Najnowsze badania przeprowadzone w polskich placówkach pokazują, że dzieci i młodzież przez większość czasu przebywają w warunkach, które mogą utrudniać koncentrację i obniżać wyniki w nauce nawet o 15%.
Choć problem smogu jest szeroko dyskutowany, jakość powietrza wewnątrz budynków często pozostaje tematem tabu. Tymczasem wyniki badań przeprowadzonych w ramach programu „Wentylacja dla szkół i domów” Narodowego Centrum Badań i Rozwoju (NCBiR) nie pozostawiają złudzeń. Polscy uczniowie i studenci oddychają powietrzem o bardzo wysokim stężeniu CO₂, które znacznie przekracza zalecane normy.
Szokujące dane z polskich placówek
Badania NCBiR objęły przedszkola, szkoły podstawowe i uczelnie wyższe, a ich wyniki są niepokojące.
W przedszkolach: dzieci niemal nieprzerwanie oddychają powietrzem, w którym poziom CO₂ przekracza zalecany limit 1000 ppm (cząsteczek na milion). Co więcej, przez blisko 35% czasu stężenie to jest ponad dwukrotnie wyższe niż norma.
W szkołach podstawowych: uczniowie spędzają od 15,7% do niemal 61% czasu lekcyjnego w pomieszczeniach, gdzie stężenie dwutlenku węgla przekracza 2000 ppm.
Na uczelniach: studenci przez ponad 26% dnia akademickiego przebywają w salach z poziomem CO₂ powyżej 2000 ppm.
Jak zaduch wpływa na mózg i oceny?
Wysokie stężenie dwutlenku węgla, produktu oddychania, jest bezpośrednim wskaźnikiem słabej wentylacji. Prowadzi to do senności, bólów głowy i problemów z koncentracją. Związek między jakością powietrza a wynikami w nauce potwierdzają analizy naukowców z Berkeley Lab. Z 11 przeanalizowanych badań aż osiem wykazało, że uczniowie w dobrze wentylowanych klasach z niższym poziomem CO₂ osiągali lepsze rezultaty. Różnice w wynikach testów sięgały nawet 15% na korzyść uczniów oddychających czystszym powietrzem.

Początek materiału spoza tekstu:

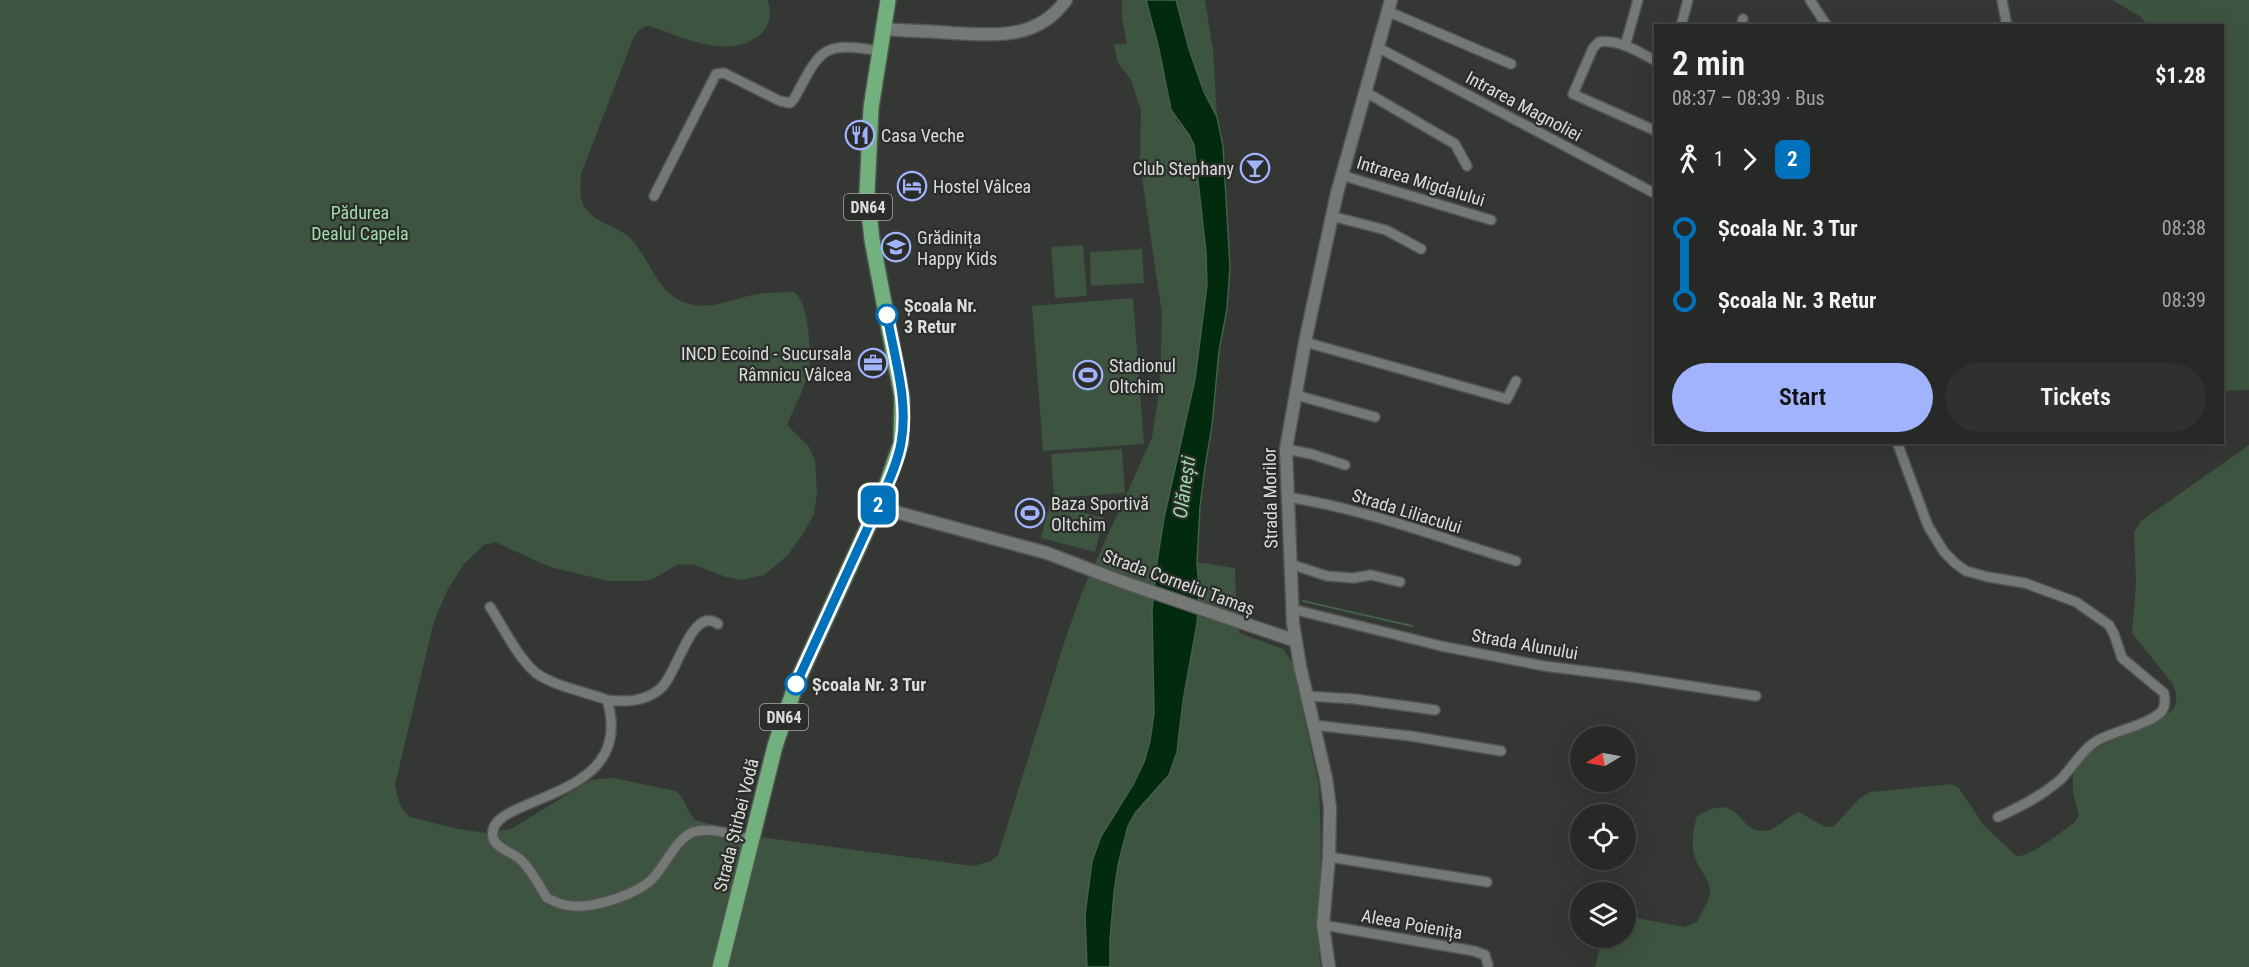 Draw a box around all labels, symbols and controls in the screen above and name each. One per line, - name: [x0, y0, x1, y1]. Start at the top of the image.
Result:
- text: 2 min: [1672, 44, 1745, 83]
- text: $1.28: [2155, 63, 2206, 88]
- street label: Intrarea Magnoliei: [1462, 67, 1586, 145]
- text: 08:37 – 08:39 · Bus: [1672, 86, 1825, 110]
- restaurant icon: Casa Veche: [844, 119, 876, 151]
- place label: Casa Veche: [881, 125, 964, 146]
- icon: walk: [1672, 143, 1705, 176]
- icon: forward: [1733, 143, 1766, 176]
- text: 1: [1714, 147, 1724, 171]
- text: 2: [1787, 147, 1798, 171]
- bar icon: Club Stephany: [1239, 152, 1271, 184]
- street label: Intrarea Migdalului: [1354, 152, 1488, 210]
- place label: Club Stephany: [1132, 158, 1234, 179]
- hotel icon: Hostel Vâlcea: [896, 170, 928, 202]
- place label: Hostel Vâlcea: [933, 176, 1031, 197]
- road number: DN64: [844, 194, 892, 220]
- park label: Pădurea Dealul Capela: [311, 202, 409, 244]
- text: Școala Nr. 3 Tur: [1718, 216, 1858, 241]
- text: 08:38: [2162, 216, 2206, 240]
- place label: Grădinița Happy Kids: [917, 227, 997, 269]
- school or university icon: Grădinița Happy Kids: [880, 231, 912, 263]
- text: Școala Nr. 3 Retur: [1718, 288, 1876, 313]
- text: 08:39: [2162, 288, 2206, 312]
- place label: Școala Nr. 3 Retur: [904, 295, 977, 337]
- marker: Școala Nr. 3 Retur: [876, 304, 898, 326]
- place label: INCD Ecoind - Sucursala Râmnicu Vâlcea: [681, 343, 852, 385]
- office icon: INCD Ecoind - Sucursala Râmnicu Vâlcea: [857, 347, 889, 379]
- place label: Stadionul Oltchim: [1109, 355, 1176, 397]
- sports icon: Stadionul Oltchim: [1072, 359, 1104, 391]
- button: Start: [1672, 363, 1933, 432]
- button: Tickets: [1945, 363, 2206, 432]
- street label: Strada Morilor: [1259, 447, 1281, 549]
- water label: Olănești: [1168, 454, 1200, 520]
- street label: Strada Liliacului: [1350, 484, 1464, 538]
- line badge: 2: [858, 486, 898, 524]
- text: 2: [873, 493, 883, 517]
- place label: Baza Sportivă Oltchim: [1051, 493, 1149, 535]
- sports icon: Baza Sportivă Oltchim: [1014, 497, 1046, 529]
- street label: Strada Corneliu Tamaș: [1100, 545, 1258, 620]
- street label: Strada Alunului: [1470, 624, 1580, 664]
- marker: Școala Nr. 3 Tur: [785, 673, 807, 695]
- place label: Școala Nr. 3 Tur: [812, 674, 926, 696]
- road number: DN64: [760, 704, 808, 730]
- north arrow: [1570, 726, 1636, 792]
- map controls: [1570, 726, 1636, 948]
- street label: Strada Știrbei Vodă: [709, 756, 764, 894]
- button: locate: [1570, 804, 1636, 870]
- button: layers: [1570, 882, 1636, 948]
- street label: Aleea Poienița: [1360, 905, 1464, 944]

Problem z dwutlenkiem węgla polega na tym, że jest bezwonny i niewidoczny, przez co łatwo go zignorować. Eksperci wskazują, że pierwszym krokiem do poprawy sytuacji jest monitorowanie warunków w czasie rzeczywistym.
„Postawiony w klasie czujnik jakości powietrza powiadomi nauczyciela o niekorzystnych warunkach. Po otrzymaniu powiadomienia w aplikacji, że jakość powietrza jest niska, dydaktycy będą mogli podjąć kroki, które pozwolą realnie polepszyć warunki panujące w klasie. Przykładowo, jeżeli stężenie CO₂ okaże się zbyt wysokie, wychowawcy będą mogli zadecydować o przeprowadzeniu lekcji na zewnątrz, pozostawiając otwarte okna w klasie, celem przewietrzenia sali” – wyjaśnia Michał Sroka, Head of International Sales w Netatmo.
Regularne wietrzenie sal lekcyjnych, zwłaszcza podczas przerw, to prosty i skuteczny sposób na walkę z „niewidzialnym wrogiem”. Jak podkreślają specjaliści, wprowadzenie takich standardów w placówkach edukacyjnych to inwestycja nie tylko w lepsze oceny, ale przede wszystkim w zdrowie i samopoczucie uczniów.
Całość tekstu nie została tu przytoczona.